Work task: Among the entries that follow, find every line with the word "banner" and list it.

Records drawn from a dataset
===

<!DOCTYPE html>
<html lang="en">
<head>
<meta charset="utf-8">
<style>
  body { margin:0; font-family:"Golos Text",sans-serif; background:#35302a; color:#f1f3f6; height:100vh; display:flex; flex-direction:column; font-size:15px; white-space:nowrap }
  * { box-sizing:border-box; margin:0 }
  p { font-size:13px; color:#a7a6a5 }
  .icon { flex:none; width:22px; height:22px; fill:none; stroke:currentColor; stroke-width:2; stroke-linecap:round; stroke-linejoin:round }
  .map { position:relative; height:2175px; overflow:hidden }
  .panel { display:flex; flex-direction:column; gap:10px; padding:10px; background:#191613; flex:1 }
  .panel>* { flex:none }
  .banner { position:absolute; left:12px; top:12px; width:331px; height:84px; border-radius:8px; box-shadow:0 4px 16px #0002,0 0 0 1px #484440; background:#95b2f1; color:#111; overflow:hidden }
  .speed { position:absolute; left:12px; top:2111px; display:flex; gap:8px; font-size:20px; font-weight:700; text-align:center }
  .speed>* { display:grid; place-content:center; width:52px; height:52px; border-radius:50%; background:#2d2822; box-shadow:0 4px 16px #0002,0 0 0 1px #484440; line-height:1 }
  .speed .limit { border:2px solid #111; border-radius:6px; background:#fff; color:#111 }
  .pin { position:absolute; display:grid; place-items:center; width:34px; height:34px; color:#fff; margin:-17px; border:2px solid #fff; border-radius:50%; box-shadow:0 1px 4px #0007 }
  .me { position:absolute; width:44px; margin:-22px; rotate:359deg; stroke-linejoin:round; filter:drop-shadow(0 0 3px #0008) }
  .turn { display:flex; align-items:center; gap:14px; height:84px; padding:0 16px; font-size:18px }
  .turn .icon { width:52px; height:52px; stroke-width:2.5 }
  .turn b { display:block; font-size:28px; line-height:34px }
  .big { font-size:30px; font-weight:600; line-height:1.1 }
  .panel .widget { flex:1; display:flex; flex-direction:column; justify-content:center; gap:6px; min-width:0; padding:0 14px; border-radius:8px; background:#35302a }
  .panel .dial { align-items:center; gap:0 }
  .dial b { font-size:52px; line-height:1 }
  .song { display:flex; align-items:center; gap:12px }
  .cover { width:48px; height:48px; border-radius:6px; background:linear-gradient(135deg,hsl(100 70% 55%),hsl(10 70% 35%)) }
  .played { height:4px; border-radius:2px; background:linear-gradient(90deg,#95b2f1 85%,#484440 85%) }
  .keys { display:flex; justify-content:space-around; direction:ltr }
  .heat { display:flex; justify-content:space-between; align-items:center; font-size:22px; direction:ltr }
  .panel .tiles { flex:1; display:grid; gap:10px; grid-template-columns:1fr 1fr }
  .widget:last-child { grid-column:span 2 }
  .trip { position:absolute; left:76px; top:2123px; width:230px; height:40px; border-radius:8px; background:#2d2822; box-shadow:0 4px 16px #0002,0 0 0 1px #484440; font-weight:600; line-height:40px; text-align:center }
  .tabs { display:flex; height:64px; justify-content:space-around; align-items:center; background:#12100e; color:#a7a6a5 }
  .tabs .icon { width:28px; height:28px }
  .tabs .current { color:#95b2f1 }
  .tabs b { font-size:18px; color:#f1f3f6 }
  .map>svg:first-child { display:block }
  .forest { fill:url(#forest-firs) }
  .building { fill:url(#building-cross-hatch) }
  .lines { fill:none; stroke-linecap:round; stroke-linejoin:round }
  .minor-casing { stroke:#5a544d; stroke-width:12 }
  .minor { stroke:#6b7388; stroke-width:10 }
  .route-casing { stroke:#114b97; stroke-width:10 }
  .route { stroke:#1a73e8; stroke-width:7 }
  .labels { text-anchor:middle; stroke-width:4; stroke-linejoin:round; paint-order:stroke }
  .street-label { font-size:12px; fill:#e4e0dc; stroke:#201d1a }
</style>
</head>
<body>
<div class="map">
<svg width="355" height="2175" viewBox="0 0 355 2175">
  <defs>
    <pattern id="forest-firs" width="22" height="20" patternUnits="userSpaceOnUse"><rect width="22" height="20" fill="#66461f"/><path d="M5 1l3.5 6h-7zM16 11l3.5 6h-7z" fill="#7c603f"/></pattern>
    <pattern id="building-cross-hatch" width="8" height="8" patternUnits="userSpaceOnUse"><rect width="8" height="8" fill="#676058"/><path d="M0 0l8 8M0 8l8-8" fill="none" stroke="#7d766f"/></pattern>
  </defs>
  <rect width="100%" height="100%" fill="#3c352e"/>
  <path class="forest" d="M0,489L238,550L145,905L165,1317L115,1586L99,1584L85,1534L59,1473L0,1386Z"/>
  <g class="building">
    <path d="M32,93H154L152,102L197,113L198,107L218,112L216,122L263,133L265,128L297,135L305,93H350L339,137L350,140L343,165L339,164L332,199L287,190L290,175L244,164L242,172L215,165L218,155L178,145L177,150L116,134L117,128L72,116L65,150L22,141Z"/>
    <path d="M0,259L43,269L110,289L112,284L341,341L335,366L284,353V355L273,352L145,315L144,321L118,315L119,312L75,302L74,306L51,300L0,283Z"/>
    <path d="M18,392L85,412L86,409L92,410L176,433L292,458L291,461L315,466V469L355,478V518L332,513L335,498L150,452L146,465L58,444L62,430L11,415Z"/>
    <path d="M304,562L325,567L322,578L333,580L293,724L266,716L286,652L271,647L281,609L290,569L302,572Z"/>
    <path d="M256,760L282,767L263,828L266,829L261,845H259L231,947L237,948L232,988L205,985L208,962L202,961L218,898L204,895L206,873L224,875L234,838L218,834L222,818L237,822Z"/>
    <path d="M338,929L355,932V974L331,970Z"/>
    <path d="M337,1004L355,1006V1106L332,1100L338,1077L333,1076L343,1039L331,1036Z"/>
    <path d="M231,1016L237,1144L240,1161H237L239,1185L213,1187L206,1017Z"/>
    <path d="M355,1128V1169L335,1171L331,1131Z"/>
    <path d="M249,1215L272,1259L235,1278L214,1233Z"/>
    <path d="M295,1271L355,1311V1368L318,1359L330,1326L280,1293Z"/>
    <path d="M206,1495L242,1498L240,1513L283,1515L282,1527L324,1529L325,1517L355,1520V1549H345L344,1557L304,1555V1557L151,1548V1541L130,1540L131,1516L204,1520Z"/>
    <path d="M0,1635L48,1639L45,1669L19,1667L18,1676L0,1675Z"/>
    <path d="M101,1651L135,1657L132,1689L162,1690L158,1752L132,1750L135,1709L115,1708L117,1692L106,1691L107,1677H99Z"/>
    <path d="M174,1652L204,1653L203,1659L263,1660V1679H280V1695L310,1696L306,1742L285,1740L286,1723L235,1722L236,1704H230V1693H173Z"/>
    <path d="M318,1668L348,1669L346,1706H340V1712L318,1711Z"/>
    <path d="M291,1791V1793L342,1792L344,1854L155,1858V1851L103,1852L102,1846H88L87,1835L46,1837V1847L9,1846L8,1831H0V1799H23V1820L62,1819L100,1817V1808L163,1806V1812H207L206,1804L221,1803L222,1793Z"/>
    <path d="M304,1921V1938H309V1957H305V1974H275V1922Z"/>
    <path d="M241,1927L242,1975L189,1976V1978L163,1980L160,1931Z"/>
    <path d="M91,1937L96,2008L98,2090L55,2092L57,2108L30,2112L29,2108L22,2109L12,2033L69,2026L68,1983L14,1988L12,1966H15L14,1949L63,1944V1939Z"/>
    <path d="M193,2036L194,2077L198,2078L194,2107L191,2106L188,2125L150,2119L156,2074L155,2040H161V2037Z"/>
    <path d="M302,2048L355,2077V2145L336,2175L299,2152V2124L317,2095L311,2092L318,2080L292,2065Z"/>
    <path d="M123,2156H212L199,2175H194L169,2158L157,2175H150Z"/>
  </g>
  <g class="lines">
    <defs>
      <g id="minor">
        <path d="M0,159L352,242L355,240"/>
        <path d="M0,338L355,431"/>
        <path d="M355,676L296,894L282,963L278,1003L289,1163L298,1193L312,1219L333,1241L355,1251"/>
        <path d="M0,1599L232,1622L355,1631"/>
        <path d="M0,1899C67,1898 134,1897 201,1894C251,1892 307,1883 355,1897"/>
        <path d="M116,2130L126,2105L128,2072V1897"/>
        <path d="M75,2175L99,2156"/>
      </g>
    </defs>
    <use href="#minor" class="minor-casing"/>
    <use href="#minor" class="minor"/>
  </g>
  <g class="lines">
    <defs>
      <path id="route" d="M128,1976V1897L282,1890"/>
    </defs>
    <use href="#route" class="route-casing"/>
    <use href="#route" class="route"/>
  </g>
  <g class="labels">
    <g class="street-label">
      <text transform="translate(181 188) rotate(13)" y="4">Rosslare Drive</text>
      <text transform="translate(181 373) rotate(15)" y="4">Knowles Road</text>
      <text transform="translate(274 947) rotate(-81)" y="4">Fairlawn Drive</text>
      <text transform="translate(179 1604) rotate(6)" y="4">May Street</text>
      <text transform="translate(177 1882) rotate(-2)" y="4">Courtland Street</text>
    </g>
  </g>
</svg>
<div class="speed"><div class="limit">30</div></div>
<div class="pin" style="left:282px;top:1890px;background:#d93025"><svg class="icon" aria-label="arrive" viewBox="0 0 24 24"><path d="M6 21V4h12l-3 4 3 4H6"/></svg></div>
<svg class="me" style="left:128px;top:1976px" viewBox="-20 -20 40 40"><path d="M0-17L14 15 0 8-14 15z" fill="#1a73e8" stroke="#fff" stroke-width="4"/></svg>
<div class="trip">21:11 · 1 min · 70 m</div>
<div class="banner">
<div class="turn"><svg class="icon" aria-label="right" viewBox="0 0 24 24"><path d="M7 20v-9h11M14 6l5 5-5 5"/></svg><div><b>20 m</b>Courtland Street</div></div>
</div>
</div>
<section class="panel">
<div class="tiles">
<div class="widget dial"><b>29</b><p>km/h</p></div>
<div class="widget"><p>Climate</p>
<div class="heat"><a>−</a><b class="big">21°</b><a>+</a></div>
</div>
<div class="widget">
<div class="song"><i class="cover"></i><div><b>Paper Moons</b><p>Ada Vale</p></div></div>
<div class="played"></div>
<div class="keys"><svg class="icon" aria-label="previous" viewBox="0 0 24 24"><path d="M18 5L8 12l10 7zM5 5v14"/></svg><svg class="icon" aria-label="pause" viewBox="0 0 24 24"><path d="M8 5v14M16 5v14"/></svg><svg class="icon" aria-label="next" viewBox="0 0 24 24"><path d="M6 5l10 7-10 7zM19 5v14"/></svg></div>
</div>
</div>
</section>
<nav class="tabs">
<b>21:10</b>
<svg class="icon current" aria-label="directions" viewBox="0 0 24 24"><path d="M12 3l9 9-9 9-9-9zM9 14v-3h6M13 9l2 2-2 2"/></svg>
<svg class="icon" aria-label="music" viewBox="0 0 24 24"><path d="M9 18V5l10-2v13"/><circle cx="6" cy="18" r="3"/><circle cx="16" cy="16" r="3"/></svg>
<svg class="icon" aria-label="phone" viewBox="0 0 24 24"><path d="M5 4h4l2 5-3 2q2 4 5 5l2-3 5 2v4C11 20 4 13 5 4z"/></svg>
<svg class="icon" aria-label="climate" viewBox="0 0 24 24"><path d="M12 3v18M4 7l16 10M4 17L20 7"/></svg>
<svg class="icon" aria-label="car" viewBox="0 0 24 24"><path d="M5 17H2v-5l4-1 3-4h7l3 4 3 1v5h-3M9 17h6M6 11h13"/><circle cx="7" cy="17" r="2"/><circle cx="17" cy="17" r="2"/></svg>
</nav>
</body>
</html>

===

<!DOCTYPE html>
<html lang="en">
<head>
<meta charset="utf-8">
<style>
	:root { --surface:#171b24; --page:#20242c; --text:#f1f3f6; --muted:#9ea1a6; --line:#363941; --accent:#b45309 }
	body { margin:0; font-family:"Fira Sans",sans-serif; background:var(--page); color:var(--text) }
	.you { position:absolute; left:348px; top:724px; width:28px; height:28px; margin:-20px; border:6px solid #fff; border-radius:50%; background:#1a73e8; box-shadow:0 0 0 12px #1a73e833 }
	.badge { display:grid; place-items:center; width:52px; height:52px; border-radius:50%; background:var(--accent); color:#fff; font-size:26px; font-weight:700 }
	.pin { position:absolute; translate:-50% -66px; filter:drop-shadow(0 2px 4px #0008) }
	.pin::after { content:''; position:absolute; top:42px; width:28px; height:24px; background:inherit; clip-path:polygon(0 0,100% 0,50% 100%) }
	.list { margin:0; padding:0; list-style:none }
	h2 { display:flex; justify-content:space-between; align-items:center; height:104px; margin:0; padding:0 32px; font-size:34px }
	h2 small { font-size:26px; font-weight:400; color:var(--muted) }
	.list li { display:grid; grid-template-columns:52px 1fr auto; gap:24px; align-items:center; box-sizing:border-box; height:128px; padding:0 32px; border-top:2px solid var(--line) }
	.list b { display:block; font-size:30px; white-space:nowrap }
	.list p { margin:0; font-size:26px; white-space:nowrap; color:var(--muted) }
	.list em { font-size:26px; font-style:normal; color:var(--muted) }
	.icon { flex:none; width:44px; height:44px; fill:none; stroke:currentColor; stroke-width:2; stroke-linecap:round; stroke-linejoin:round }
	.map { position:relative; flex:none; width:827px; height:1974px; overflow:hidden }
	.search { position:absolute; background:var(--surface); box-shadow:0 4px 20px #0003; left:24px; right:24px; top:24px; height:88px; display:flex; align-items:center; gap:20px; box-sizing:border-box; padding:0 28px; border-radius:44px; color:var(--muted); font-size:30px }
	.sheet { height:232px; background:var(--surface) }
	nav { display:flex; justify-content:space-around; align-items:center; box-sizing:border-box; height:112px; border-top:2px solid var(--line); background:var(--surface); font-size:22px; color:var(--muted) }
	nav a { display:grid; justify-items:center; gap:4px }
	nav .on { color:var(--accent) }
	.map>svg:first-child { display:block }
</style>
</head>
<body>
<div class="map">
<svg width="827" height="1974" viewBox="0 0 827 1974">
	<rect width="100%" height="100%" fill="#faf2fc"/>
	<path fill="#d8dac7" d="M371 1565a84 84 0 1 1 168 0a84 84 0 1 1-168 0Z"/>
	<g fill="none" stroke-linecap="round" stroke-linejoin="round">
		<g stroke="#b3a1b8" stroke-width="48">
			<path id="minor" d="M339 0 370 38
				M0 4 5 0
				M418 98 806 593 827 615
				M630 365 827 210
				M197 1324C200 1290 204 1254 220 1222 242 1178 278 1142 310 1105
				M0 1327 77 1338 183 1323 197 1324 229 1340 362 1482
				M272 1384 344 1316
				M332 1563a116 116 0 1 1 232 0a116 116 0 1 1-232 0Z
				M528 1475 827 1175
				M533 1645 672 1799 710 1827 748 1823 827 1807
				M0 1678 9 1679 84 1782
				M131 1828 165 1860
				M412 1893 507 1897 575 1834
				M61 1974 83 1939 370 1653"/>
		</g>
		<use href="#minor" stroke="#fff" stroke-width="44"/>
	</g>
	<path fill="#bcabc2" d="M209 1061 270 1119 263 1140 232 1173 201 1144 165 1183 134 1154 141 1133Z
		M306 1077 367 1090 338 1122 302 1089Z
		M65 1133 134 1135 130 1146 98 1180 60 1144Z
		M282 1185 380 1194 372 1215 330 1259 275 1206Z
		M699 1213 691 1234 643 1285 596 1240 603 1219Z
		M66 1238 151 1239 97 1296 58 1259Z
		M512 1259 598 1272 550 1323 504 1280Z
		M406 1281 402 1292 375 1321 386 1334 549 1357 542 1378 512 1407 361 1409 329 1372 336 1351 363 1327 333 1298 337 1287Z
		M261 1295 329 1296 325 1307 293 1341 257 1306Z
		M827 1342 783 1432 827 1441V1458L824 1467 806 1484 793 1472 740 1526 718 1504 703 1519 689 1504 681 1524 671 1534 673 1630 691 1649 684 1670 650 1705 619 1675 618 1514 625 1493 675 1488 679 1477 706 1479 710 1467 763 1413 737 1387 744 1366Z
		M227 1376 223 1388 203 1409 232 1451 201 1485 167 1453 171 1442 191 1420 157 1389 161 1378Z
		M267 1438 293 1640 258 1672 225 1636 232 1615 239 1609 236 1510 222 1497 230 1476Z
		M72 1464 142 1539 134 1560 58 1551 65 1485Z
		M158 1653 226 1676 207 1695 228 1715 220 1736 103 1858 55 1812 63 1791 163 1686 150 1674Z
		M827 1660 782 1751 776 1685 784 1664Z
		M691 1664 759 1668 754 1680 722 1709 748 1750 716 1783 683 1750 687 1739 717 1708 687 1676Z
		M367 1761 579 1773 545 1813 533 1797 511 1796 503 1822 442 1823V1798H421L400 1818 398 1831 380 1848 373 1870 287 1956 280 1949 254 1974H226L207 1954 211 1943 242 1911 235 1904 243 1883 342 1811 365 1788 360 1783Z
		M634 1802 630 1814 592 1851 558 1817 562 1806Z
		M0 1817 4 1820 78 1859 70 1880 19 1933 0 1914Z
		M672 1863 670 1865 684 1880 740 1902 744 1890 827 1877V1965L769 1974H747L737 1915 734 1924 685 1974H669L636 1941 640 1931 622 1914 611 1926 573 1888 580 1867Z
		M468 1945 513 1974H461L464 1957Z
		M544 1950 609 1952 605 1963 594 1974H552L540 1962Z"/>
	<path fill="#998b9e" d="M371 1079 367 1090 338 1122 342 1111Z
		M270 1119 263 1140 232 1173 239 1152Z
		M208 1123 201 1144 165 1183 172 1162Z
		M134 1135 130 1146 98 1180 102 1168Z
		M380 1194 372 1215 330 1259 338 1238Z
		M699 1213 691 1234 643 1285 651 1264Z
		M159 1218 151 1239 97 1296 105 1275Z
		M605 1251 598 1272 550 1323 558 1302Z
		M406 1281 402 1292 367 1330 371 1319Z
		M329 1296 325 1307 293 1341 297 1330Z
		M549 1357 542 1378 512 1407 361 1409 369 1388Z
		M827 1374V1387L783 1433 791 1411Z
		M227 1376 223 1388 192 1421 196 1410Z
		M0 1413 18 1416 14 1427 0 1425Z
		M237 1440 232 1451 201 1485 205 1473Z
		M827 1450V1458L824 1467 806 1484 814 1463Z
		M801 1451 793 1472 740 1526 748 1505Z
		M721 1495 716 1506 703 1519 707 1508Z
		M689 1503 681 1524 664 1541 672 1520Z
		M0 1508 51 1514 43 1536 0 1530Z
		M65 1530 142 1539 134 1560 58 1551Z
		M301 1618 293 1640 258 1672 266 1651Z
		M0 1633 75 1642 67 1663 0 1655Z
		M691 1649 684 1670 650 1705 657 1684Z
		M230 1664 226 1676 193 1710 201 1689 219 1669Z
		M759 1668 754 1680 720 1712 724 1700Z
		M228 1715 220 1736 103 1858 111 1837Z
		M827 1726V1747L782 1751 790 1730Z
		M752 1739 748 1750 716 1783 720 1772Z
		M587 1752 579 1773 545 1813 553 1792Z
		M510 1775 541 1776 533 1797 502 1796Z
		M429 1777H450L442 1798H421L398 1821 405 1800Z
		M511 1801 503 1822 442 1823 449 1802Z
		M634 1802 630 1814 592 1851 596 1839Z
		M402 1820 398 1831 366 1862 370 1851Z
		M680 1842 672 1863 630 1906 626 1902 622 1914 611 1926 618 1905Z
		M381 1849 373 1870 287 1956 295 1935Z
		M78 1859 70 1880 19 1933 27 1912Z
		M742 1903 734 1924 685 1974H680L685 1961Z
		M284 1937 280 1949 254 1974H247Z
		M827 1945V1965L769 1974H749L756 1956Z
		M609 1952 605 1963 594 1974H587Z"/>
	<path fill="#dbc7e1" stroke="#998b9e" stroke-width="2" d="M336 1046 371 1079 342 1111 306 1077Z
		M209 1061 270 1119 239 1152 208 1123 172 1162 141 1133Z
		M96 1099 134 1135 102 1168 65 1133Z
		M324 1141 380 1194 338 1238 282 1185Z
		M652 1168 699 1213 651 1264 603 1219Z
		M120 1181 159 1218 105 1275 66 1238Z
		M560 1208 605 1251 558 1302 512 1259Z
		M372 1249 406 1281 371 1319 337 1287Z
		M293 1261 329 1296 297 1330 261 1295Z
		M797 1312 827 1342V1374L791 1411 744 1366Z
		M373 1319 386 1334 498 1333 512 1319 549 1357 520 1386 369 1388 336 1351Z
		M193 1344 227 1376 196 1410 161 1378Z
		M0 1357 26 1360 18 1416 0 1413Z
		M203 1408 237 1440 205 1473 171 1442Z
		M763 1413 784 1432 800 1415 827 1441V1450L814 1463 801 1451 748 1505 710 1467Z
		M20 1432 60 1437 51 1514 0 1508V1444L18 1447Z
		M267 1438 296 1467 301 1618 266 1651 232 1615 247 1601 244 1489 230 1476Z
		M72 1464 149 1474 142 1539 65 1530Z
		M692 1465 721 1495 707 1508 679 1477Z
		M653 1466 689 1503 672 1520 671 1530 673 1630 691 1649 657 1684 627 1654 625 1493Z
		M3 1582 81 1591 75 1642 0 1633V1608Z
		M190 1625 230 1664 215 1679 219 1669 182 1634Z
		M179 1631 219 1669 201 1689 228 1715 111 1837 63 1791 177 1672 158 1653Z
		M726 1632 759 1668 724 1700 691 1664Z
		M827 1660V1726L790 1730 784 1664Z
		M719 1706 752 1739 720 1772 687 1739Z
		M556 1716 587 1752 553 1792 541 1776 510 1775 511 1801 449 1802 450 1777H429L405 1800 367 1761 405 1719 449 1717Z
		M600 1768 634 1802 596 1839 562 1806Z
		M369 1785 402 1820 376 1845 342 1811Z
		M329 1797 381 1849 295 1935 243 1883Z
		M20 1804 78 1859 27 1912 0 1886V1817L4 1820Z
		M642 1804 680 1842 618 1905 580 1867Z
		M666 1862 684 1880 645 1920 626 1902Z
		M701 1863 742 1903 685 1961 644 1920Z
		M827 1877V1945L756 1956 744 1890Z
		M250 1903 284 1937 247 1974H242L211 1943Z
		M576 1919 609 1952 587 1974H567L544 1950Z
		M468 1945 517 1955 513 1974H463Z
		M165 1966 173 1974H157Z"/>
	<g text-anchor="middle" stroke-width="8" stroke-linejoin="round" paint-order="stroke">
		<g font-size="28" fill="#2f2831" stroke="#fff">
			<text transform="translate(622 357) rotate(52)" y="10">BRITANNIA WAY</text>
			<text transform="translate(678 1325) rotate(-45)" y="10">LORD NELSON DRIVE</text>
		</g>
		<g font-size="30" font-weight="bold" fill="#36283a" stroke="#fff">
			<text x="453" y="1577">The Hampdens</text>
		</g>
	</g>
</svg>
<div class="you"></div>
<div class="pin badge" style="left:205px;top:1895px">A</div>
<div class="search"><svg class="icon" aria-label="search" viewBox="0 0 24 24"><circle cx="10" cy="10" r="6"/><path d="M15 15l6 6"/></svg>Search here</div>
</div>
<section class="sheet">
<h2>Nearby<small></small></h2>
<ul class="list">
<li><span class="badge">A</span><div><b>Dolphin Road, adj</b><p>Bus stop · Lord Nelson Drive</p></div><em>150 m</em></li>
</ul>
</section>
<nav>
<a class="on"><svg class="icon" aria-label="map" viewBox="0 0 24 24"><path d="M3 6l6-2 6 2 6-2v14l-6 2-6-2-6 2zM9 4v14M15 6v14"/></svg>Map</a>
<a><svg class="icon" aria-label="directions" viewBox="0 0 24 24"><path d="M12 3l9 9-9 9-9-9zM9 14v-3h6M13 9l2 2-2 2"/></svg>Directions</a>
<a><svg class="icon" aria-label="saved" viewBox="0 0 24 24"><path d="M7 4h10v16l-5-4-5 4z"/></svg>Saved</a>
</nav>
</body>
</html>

===

Response to this exercise:
  .banner { position:absolute; left:12px; top:12px; width:331px; height:84px; border-radius:8px; box-shadow:0 4px 16px #0002,0 0 0 1px #484440; background:#95b2f1; color:#111; overflow:hidden }
<div class="banner">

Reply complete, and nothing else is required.